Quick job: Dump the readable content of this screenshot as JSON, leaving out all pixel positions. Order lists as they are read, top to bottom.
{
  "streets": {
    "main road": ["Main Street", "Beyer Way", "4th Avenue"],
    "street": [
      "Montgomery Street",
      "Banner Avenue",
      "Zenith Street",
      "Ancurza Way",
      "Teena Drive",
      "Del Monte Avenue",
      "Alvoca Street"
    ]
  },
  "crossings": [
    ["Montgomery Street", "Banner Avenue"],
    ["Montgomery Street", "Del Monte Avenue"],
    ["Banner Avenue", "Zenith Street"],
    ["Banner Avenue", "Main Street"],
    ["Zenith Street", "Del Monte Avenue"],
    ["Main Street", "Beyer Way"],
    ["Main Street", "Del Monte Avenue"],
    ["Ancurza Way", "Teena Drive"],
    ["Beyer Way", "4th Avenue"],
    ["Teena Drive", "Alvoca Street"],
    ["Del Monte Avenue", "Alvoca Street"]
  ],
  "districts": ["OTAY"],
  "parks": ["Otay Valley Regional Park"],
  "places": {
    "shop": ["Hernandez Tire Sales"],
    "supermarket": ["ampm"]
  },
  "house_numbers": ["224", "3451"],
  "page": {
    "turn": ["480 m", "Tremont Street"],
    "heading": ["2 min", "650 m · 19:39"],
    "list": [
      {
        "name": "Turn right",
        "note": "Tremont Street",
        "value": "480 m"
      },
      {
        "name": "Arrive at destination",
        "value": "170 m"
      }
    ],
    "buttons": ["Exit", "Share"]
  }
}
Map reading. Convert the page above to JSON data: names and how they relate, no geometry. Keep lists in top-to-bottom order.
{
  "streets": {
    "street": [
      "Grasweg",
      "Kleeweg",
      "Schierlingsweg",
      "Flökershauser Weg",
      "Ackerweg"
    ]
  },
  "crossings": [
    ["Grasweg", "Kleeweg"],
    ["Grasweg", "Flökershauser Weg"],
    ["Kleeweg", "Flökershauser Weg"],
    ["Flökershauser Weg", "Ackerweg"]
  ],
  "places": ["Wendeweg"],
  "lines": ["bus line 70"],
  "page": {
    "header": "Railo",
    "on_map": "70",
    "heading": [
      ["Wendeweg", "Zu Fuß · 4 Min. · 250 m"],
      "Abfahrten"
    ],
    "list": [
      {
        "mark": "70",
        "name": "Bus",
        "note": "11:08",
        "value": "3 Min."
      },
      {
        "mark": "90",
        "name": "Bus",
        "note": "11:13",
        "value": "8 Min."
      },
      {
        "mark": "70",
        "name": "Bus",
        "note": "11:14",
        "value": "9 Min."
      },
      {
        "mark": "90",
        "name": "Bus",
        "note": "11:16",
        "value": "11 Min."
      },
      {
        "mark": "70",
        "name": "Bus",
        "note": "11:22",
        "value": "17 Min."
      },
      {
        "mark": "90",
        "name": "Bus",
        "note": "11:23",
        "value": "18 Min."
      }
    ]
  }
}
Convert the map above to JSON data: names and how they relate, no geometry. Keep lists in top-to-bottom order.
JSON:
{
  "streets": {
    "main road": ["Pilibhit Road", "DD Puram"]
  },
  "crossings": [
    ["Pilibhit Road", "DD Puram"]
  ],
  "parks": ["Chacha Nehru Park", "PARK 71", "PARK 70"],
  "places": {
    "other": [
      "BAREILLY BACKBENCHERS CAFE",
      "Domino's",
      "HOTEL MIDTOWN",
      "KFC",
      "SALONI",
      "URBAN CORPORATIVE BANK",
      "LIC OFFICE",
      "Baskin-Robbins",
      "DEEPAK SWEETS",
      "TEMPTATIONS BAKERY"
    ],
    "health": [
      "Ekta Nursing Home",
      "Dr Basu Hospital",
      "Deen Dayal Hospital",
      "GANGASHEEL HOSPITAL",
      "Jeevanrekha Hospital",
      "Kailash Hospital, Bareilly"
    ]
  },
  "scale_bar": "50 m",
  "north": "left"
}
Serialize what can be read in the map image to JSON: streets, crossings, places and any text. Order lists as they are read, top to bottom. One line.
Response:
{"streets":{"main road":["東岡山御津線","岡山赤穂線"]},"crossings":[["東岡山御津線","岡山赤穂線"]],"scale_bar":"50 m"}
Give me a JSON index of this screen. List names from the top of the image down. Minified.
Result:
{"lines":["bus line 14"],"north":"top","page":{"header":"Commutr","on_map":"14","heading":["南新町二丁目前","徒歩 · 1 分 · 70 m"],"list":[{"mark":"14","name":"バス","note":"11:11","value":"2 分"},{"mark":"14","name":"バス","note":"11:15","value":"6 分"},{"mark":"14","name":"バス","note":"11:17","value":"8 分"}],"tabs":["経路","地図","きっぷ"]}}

☆ ☆ ☆ ☆ ☆

Would you write out the listing above exactly, in full?

▶ _COMPLETED TASK_:
Quick job: Dump the readable content of this screenshot as JSON, leaving out all pixel positions. Order lists as they are read, top to bottom.
{
  "streets": {
    "main road": ["Main Street", "Beyer Way", "4th Avenue"],
    "street": [
      "Montgomery Street",
      "Banner Avenue",
      "Zenith Street",
      "Ancurza Way",
      "Teena Drive",
      "Del Monte Avenue",
      "Alvoca Street"
    ]
  },
  "crossings": [
    ["Montgomery Street", "Banner Avenue"],
    ["Montgomery Street", "Del Monte Avenue"],
    ["Banner Avenue", "Zenith Street"],
    ["Banner Avenue", "Main Street"],
    ["Zenith Street", "Del Monte Avenue"],
    ["Main Street", "Beyer Way"],
    ["Main Street", "Del Monte Avenue"],
    ["Ancurza Way", "Teena Drive"],
    ["Beyer Way", "4th Avenue"],
    ["Teena Drive", "Alvoca Street"],
    ["Del Monte Avenue", "Alvoca Street"]
  ],
  "districts": ["OTAY"],
  "parks": ["Otay Valley Regional Park"],
  "places": {
    "shop": ["Hernandez Tire Sales"],
    "supermarket": ["ampm"]
  },
  "house_numbers": ["224", "3451"],
  "page": {
    "turn": ["480 m", "Tremont Street"],
    "heading": ["2 min", "650 m · 19:39"],
    "list": [
      {
        "name": "Turn right",
        "note": "Tremont Street",
        "value": "480 m"
      },
      {
        "name": "Arrive at destination",
        "value": "170 m"
      }
    ],
    "buttons": ["Exit", "Share"]
  }
}
Map reading. Convert the page above to JSON data: names and how they relate, no geometry. Keep lists in top-to-bottom order.
{
  "streets": {
    "street": [
      "Grasweg",
      "Kleeweg",
      "Schierlingsweg",
      "Flökershauser Weg",
      "Ackerweg"
    ]
  },
  "crossings": [
    ["Grasweg", "Kleeweg"],
    ["Grasweg", "Flökershauser Weg"],
    ["Kleeweg", "Flökershauser Weg"],
    ["Flökershauser Weg", "Ackerweg"]
  ],
  "places": ["Wendeweg"],
  "lines": ["bus line 70"],
  "page": {
    "header": "Railo",
    "on_map": "70",
    "heading": [
      ["Wendeweg", "Zu Fuß · 4 Min. · 250 m"],
      "Abfahrten"
    ],
    "list": [
      {
        "mark": "70",
        "name": "Bus",
        "note": "11:08",
        "value": "3 Min."
      },
      {
        "mark": "90",
        "name": "Bus",
        "note": "11:13",
        "value": "8 Min."
      },
      {
        "mark": "70",
        "name": "Bus",
        "note": "11:14",
        "value": "9 Min."
      },
      {
        "mark": "90",
        "name": "Bus",
        "note": "11:16",
        "value": "11 Min."
      },
      {
        "mark": "70",
        "name": "Bus",
        "note": "11:22",
        "value": "17 Min."
      },
      {
        "mark": "90",
        "name": "Bus",
        "note": "11:23",
        "value": "18 Min."
      }
    ]
  }
}
Convert the map above to JSON data: names and how they relate, no geometry. Keep lists in top-to-bottom order.
JSON:
{
  "streets": {
    "main road": ["Pilibhit Road", "DD Puram"]
  },
  "crossings": [
    ["Pilibhit Road", "DD Puram"]
  ],
  "parks": ["Chacha Nehru Park", "PARK 71", "PARK 70"],
  "places": {
    "other": [
      "BAREILLY BACKBENCHERS CAFE",
      "Domino's",
      "HOTEL MIDTOWN",
      "KFC",
      "SALONI",
      "URBAN CORPORATIVE BANK",
      "LIC OFFICE",
      "Baskin-Robbins",
      "DEEPAK SWEETS",
      "TEMPTATIONS BAKERY"
    ],
    "health": [
      "Ekta Nursing Home",
      "Dr Basu Hospital",
      "Deen Dayal Hospital",
      "GANGASHEEL HOSPITAL",
      "Jeevanrekha Hospital",
      "Kailash Hospital, Bareilly"
    ]
  },
  "scale_bar": "50 m",
  "north": "left"
}
Serialize what can be read in the map image to JSON: streets, crossings, places and any text. Order lists as they are read, top to bottom. One line.
Response:
{"streets":{"main road":["東岡山御津線","岡山赤穂線"]},"crossings":[["東岡山御津線","岡山赤穂線"]],"scale_bar":"50 m"}
Give me a JSON index of this screen. List names from the top of the image down. Minified.
Result:
{"lines":["bus line 14"],"north":"top","page":{"header":"Commutr","on_map":"14","heading":["南新町二丁目前","徒歩 · 1 分 · 70 m"],"list":[{"mark":"14","name":"バス","note":"11:11","value":"2 分"},{"mark":"14","name":"バス","note":"11:15","value":"6 分"},{"mark":"14","name":"バス","note":"11:17","value":"8 分"}],"tabs":["経路","地図","きっぷ"]}}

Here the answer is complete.